HOUSTON – Jose Altuve was in vintage form Saturday night, collecting his third hit on a forehead-high fastball most wouldn't even swing at.
The three-time batting champion chuckled after trotting to first base — a grin absent for much of this postseason, and a welcome sight for Astros fans.
For the first time in a sluggish October, Altuve looked like himself in Game 2 of the World Series. He had three hits, including a double, sparking Houston to a 5-2 win over the Philadelphia Phillies to even the Fall Classic.
“Boy, it was great to see,” manager Dusty Baker said. “All the guys on the team were extremely happy for him and for us to see him have that kind of game. Hopefully he can continue and start to roll the way Altuve can roll.”
The 2017 AL MVP had been curiously quiet this month, opening the playoffs with a career-worst 0-for-25 slump and entering Game 2 a paltry 4 for 37 this postseason.
The 5-foot-6 sparkplug poked fun at himself for the hack on the pitch way, way out of the zone.
“Obviously early in the playoffs I was swinging at everything and then getting slowly better at swinging at my pitch," he said. “And, yeah, I got a hit on a pitch almost above my head today, but it’s a hit, so it’s good.”

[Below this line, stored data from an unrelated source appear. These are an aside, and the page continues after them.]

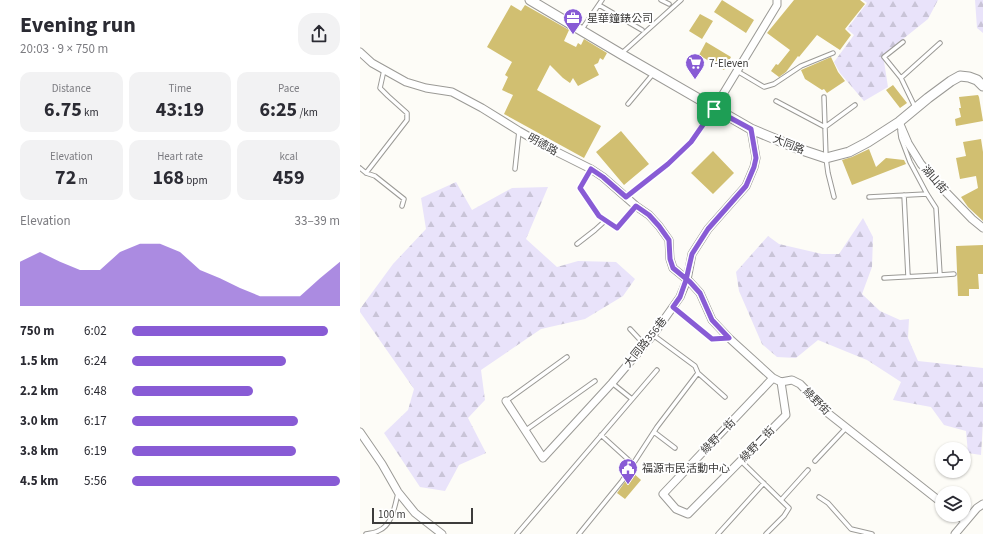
<!DOCTYPE html>
<html lang="en">
<head>
<meta charset="utf-8">
<style>
	:root { --surface:#fff; --page:#f2f2f3; --text:#2b2b33; --muted:#7c7c81; --accent:#885bd5 }
	body { margin:0; font-family:"Source Sans 3","Noto Sans TC",sans-serif; background:var(--page); color:var(--text); height:100vh; display:flex; flex-direction:column; font-size:15px; white-space:nowrap }
	* { box-sizing:border-box; margin:0 }
	p { font-size:13px; color:var(--muted) }
	.icon { flex:none; width:22px; height:22px; fill:none; stroke:currentColor; stroke-width:2; stroke-linecap:round; stroke-linejoin:round }
	.map { position:relative; flex:1; overflow:hidden }
	.panel { display:flex; flex-direction:column; background:var(--surface); width:360px }
	.panel>* { flex:none }
	.buttons { position:absolute; left:575px; top:442px; display:grid; gap:8px }
	.buttons a { display:grid; place-items:center; width:36px; height:36px; border-radius:50%; background:var(--surface); box-shadow:0 1px 3px #0004; font-size:20px }
	.scale { position:absolute; left:12px; bottom:10px; width:101px; box-sizing:border-box; padding-left:4px; border:2px solid #3d3c3b; border-top:0; font-size:11px; line-height:14px; white-space:nowrap; color:#3d3c3b; -webkit-text-stroke:3px #fff; paint-order:stroke }
	.pin { position:absolute; display:grid; place-items:center; width:34px; height:34px; color:#fff; margin:-17px; border-radius:8px; box-shadow:0 2px 6px #0006 }
	.round { display:grid; place-items:center; flex:none; width:42px; height:42px; border-radius:16px; background:var(--page) }
	.headline { display:flex; align-items:center; justify-content:space-between; height:68px; padding:0 20px }
	h1 { font-size:22px; font-weight:700; line-height:30px }
	.metrics { display:grid; grid-template-columns:repeat(3,1fr); gap:6px; height:68px; padding:4px 20px }
	.metrics div { display:grid; align-content:center; border-radius:10px; background:var(--page); text-align:center }
	.metrics b { font-size:20px; font-weight:700 }
	.metrics small { font-size:11px; font-weight:400 }
	.metrics p { font-size:11px }
	.chart { height:112px; padding:8px 20px }
	.chart p { display:flex; justify-content:space-between }
	.chart svg { width:100%; height:72px; margin-top:4px; fill:var(--accent); opacity:.7 }
	ul { padding:0 20px; list-style:none; font-size:13px }
	li { display:grid; grid-template-columns:64px 48px 1fr; align-items:center; height:30px }
	li i { height:10px; border-radius:5px; background:var(--accent) }
	main { display:flex; flex:1; min-height:0 }
	.map>svg:first-child { display:block }
	.forest { fill:url(#forest-firs) }
	.building { fill:#d1bf71 }
	.lines { fill:none; stroke-linecap:round; stroke-linejoin:round }
	.service-casing { stroke:#9b9a96; stroke-width:5.5 }
	.minor-casing { stroke:#9b9a96; stroke-width:9 }
	.tertiary-casing { stroke:#9b9a96; stroke-width:11 }
	.service { stroke:#fff; stroke-width:3.5 }
	.minor { stroke:#fff; stroke-width:7 }
	.tertiary { stroke:#fff; stroke-width:9 }
	.route-casing { stroke:#fff; stroke-width:8 }
	.route { stroke:#885bd5; stroke-width:5 }
	.labels { text-anchor:middle; stroke-width:4; stroke-linejoin:round; paint-order:stroke }
	.poi-label { font-size:11px; fill:#3d3c3b; stroke:#fff; text-anchor:start }
	.street-label { font-size:11px; fill:#3d3c3b; stroke:#fff }
</style>
</head>
<body>
<main>
<section class="panel">
<div class="headline"><div><h1>Evening run</h1><p>20:03 · 9 × 750 m</p></div><a class="round"><svg class="icon" aria-label="share" viewBox="0 0 24 24"><path d="M12 15V3M7 8l5-5 5 5M5 13v7h14v-7"/></svg></a></div>
<div class="metrics">
<div><p>Distance</p><b>6.75<small> km</small></b></div>
<div><p>Time</p><b>43:19</b></div>
<div><p>Pace</p><b>6:25<small> /km</small></b></div>
</div>
<div class="metrics">
<div><p>Elevation</p><b>72<small> m</small></b></div>
<div><p>Heart rate</p><b>168<small> bpm</small></b></div>
<div><p>kcal</p><b>459</b></div>
</div>
<div class="chart"><p><span>Elevation</span>33–39 m</p>
<svg viewBox="0 0 160 44" preserveAspectRatio="none"><path d="M0 44V17L10 11L20 17L30 22L40 22L50 11L60 6L70 6L80 11L90 22L100 27L110 33L120 38L130 38L140 38L150 27L160 17V44z"/></svg>
</div>
<ul>
<li><b>750 m</b>6:02<i style="width:94%"></i></li>
<li><b>1.5 km</b>6:24<i style="width:74%"></i></li>
<li><b>2.2 km</b>6:48<i style="width:58%"></i></li>
<li><b>3.0 km</b>6:17<i style="width:80%"></i></li>
<li><b>3.8 km</b>6:19<i style="width:79%"></i></li>
<li><b>4.5 km</b>5:56<i style="width:100%"></i></li>
</ul>
</section>
<div class="map">
<svg width="623" height="534" viewBox="0 0 623 534">
	<defs>
		<pattern id="forest-firs" width="22" height="20" patternUnits="userSpaceOnUse"><rect width="22" height="20" fill="#e9e3fa"/><path d="M5 1l3.5 6h-7zM16 11l3.5 6h-7z" fill="#c9c4d7"/></pattern>
	</defs>
	<rect width="100%" height="100%" fill="#fdfcf7"/>
	<path class="forest" d="M503 0H578L568 19 523 55 528 87 504 101 480 73 474 62 494 35 487 29 507 3Z
		M615 0H623V33L617 28Z
		M96 182 112 210 152 188 188 187 166 239 197 267 218 261 256 262 275 279 263 296 225 319 181 329 121 370 125 400 108 418 126 453 99 465 85 491 60 487 24 433 48 410 54 389 0 312V309L33 264 66 229 61 198Z
		M503 218 513 237 512 267 502 294 520 311 540 320 549 319 548 338 558 361 623 368V422L621 455 608 453 606 431 584 425 571 407 533 400 541 382 507 360 458 340 436 358 417 357 402 344 379 291 376 272 408 236 419 244 462 254H479Z"/>
	<path class="building" d="M362 0 394 20 386 33 354 12Z
		M434 0H500L505 4 485 29 491 35 480 50 457 35 439 57 438 56 426 72 419 77 411 71 416 64 418 65 430 50 407 33Z
		M151 5 161 11 165 5 209 30 204 41 216 47 218 43 221 45 224 39 247 53 243 60 240 58 238 63 234 65 239 75 218 86 213 78 210 83 203 78 190 65 177 90 241 126 224 158 144 114 153 95 142 90 148 77 145 75 152 62 127 47Z
		M340 14 353 21 342 39 329 31Z
		M346 42 371 57 364 70 339 55Z
		M471 57 478 72 485 81 467 93 464 89 462 90 445 79 441 70Z
		M533 85 547 103 540 108 526 90Z
		M618 95 619 97 623 121 596 126 595 119 601 117 599 108H601L599 97Z
		M261 131 289 164 264 185 236 152Z
		M621 139 623 152V221L608 207 601 197 618 188 616 176 600 179 596 158 606 156 603 142Z
		M509 149 516 167 526 158 544 160 546 164 492 185 482 160 492 157Z
		M353 151 374 173 353 194 331 173Z
		M623 245V274H618L619 289H609V296H598L596 246Z
		M272 472 281 480 265 499 257 493Z"/>
	<g class="lines">
		<g class="service-casing">
			<path id="service" d="M301 0 309 4
				M239 5 282 30
				M222 29 242 0
				M543 42 524 57 541 78 555 107
				M262 53 321 0
				M377 71 404 87 414 84 441 66 473 53
				M541 78 580 43
				M464 97 466 158 468 173 474 197
				M416 101 465 127 495 105
				M268 104 293 74
				M540 131 541 138 550 162 567 194 576 208 580 275 594 274
				M0 168 6 173 15 176 44 199 42 206
				M155 169 159 131
				M231 169 220 188 239 216 257 228 276 206
				M6 173 47 120V113L28 96 20 88 24 70
				M544 195 548 276
				M266 197 308 164 331 142 354 109
				M509 197 567 194
				M217 244 235 230 246 220
				M524 278 580 275
				M313 307 352 339 368 338
				M270 329 284 344
				M338 373 365 397
				M252 383 272 399
				M146 401 207 357
				M166 430 235 381
				M294 432 315 448
				M241 435 273 464
				M381 461 429 508 424 516 406 534
				M455 461 486 428
				M459 497 468 503 491 529 512 534
				M421 500 448 470
				M6 534C10 533 15 533 18 531 32 526 35 506 38 493
				M157 534 297 370
				M219 534 262 481 297 427 338 373 335 366 293 335
				M358 534 404 483"/>
		</g>
		<g class="minor-casing">
			<path id="minor" d="M0 52 12 63 46 82 66 88 92 92 122 108 159 131 189 148 231 169 243 177 276 206 289 215 299 226 309 240 310 259 313 268 330 282 340 293 352 320 369 338 413 378 421 382 432 380 440 384 469 414 582 503
				M354 109 417 5V0
				M539 122 548 143 561 164 580 186 612 219 623 228
				M413 378 303 494 316 509 328 514 426 415 421 382
				M146 401 183 458 252 383 293 335 320 297 327 280 332 254 348 229 386 186 394 167 396 158 391 129
				M0 432 22 464 38 492 55 513 82 534
				M598 515 605 521
				M595 534 617 508 623 504"/>
		</g>
		<g class="tertiary-casing">
			<path id="tertiary" d="M170 0 261 54 391 129 439 149 466 158 489 152 508 142 539 122 568 98 591 81 600 76 609 77 617 80 623 86"/>
		</g>
		<use href="#service" class="service"/>
		<use href="#minor" class="minor"/>
		<use href="#tertiary" class="tertiary"/>
	</g>
	<g class="lines">
		<g class="route-casing">
			<path id="route" d="M354 109 331 142 308 164 266 197 243 177 231 169 220 188 239 216 257 228 276 206 289 215 299 226 309 240 310 259 313 268 330 282 340 293 352 320 369 338 352 339 313 307 320 297 326 280 332 254 348 229 386 186 394 167 396 158 391 129 354 109"/>
		</g>
		<use href="#route" class="route"/>
	</g>
	<defs>
		<g id="office-pin" transform="scale(1)"><path d="M0 17L-7.5 6A9.5 9.5 0 1 1 7.5 6Z" fill="#885bd5" stroke="#fff"/><path d="M-6-3h4V-5.5h4V-3h4V5H-6ZM-1-4.5V-3h2v-1.5ZM-6 0V1H6V0Z" fill="#fff"/></g>
		<g id="supermarket-pin" transform="scale(1)"><path d="M0 17L-7.5 6A9.5 9.5 0 1 1 7.5 6Z" fill="#885bd5" stroke="#fff"/><path d="M-6-5.5h2.5l.6 2H6L4.5 2H-2.5L-4.4-4H-6ZM-1.5 3.2a1.3 1.3 0 1 0 .1 0ZM3 3.2a1.3 1.3 0 1 0 .1 0Z" fill="#fff"/></g>
		<g id="civic-pin" transform="scale(1)"><path d="M0 17L-7.5 6A9.5 9.5 0 1 1 7.5 6Z" fill="#885bd5" stroke="#fff"/><path d="M-.6-6.5H3V-4.5H.6V-3L4-1V1h2V6H-6V1h2V-1L-.6-3ZM-1.2 2.5V6h2.4V2.5Z" fill="#fff"/></g>
	</defs>
	<g fill-rule="evenodd">
		<use href="#office-pin" x="213" y="18"/>
		<use href="#supermarket-pin" x="335" y="63"/>
		<use href="#civic-pin" x="268" y="468"/>
	</g>
	<g class="labels">
		<g class="poi-label">
			<text x="227" y="22">星華鐘錶公司</text>
			<text x="349" y="67">7-Eleven</text>
			<text x="282" y="472">福源市民活動中心</text>
		</g>
		<g class="street-label">
			<text transform="translate(183 144) rotate(29)" y="4">明德路</text>
			<text transform="translate(429 144) rotate(22)" y="4">大同路</text>
			<text transform="translate(575 179) rotate(49)" y="4">湖山街</text>
			<text transform="translate(285 342) rotate(-51)" y="4">大同路356巷</text>
			<text transform="translate(457 401) rotate(45)" y="4">綠野街</text>
			<text transform="translate(358 436) rotate(-46)" y="4">綠野一街</text>
			<text transform="translate(397 444) rotate(-46)" y="4">綠野二街</text>
		</g>
	</g>
</svg>
<div class="buttons">
<a><svg class="icon" aria-label="locate" viewBox="0 0 24 24"><circle cx="12" cy="12" r="6"/><path d="M12 2v4M12 18v4M2 12h4M18 12h4"/></svg></a>
<a><svg class="icon" aria-label="layers" viewBox="0 0 24 24"><path d="M12 4l9 5-9 5-9-5zM3 14l9 5 9-5"/></svg></a>
</div>
<div class="scale">100 m</div>
<div class="pin" style="left:354px;top:109px;background:#1e9e55"><svg class="icon" aria-label="arrive" viewBox="0 0 24 24"><path d="M6 21V4h12l-3 4 3 4H6"/></svg></div>
</div>
</main>
</body>
</html>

Altuve was back in top form from the first pitch, smacking an offering from Zack Wheeler for a double to left field. He scored soon after that when Jeremy Peña, also swinging at the first pitch, followed with a double to send him home in a three-run inning.
Yordan Alvarez hit a third straight double after the ones by Altuve and Peña to make the Astros the first team in MLB history to open a World Series with three extra-base hits.
Alex Bregman, who had a two-run homer in the fifth, credited Altuve for the win.
“Well, this guy right here set the tone, and it was awesome,” he said pointing at Altuve, sitting next to him at the podium. “I feel like that one swing of the bat to start off the game got the crowd into it, got our dugout into it, got our offense going.”
Altuve singled in the fifth and then showed off his preternatural bat-to-ball skills in the seventh, slashing at the pitch above his eyes and smiling wide at first base.
Was that a sign he had more fun Saturday night than he had been having during his slump?
“Absolutely, especially because we were winning the game since first inning,” he said. “So winning is fun.”
Houston was happy to see that smile. Baker was asked before Saturday’s game if he could sense frustration with Altuve as he struggled at the plate.
“He can’t be happy, but he’s happy that we’re winning,” Baker said. “He might be the strongest dude in this building mentally. He’s probably had to be most of his life. So, I just know that any minute now, he’s one hit away from a hot streak.”
Despite Altuve's struggles, the Astros have been nearly unstoppable this October. They swept their way through the Division Series and Championship Series, and Friday's defeat was their first since Oct. 3.
“I think the boys made it a lot easier because we’ve been winning,” Altuve said.
It was a long-awaited sight for Astros fans who have come to expect big playoff performances from the little second baseman. Altuve ranks first in playoff franchise history with 99 hits and 23 homers, which are the second-most in MLB history behind Manny Ramirez (29).
Things weren’t completely smooth for Altuve on Saturday. There was a runner on first with two outs in the eighth when J.T. Realmuto hit a grounder that Peña fielded. Altuve ducked and turned away, thinking Peña was throwing to first. Instead, Peña tried flipping the ball to Altuve, and it rolled away to allow both runners to be safe. Peña was charged with an error.
It didn’t matter much, as Bryce Harper hit a pop fly to end the inning.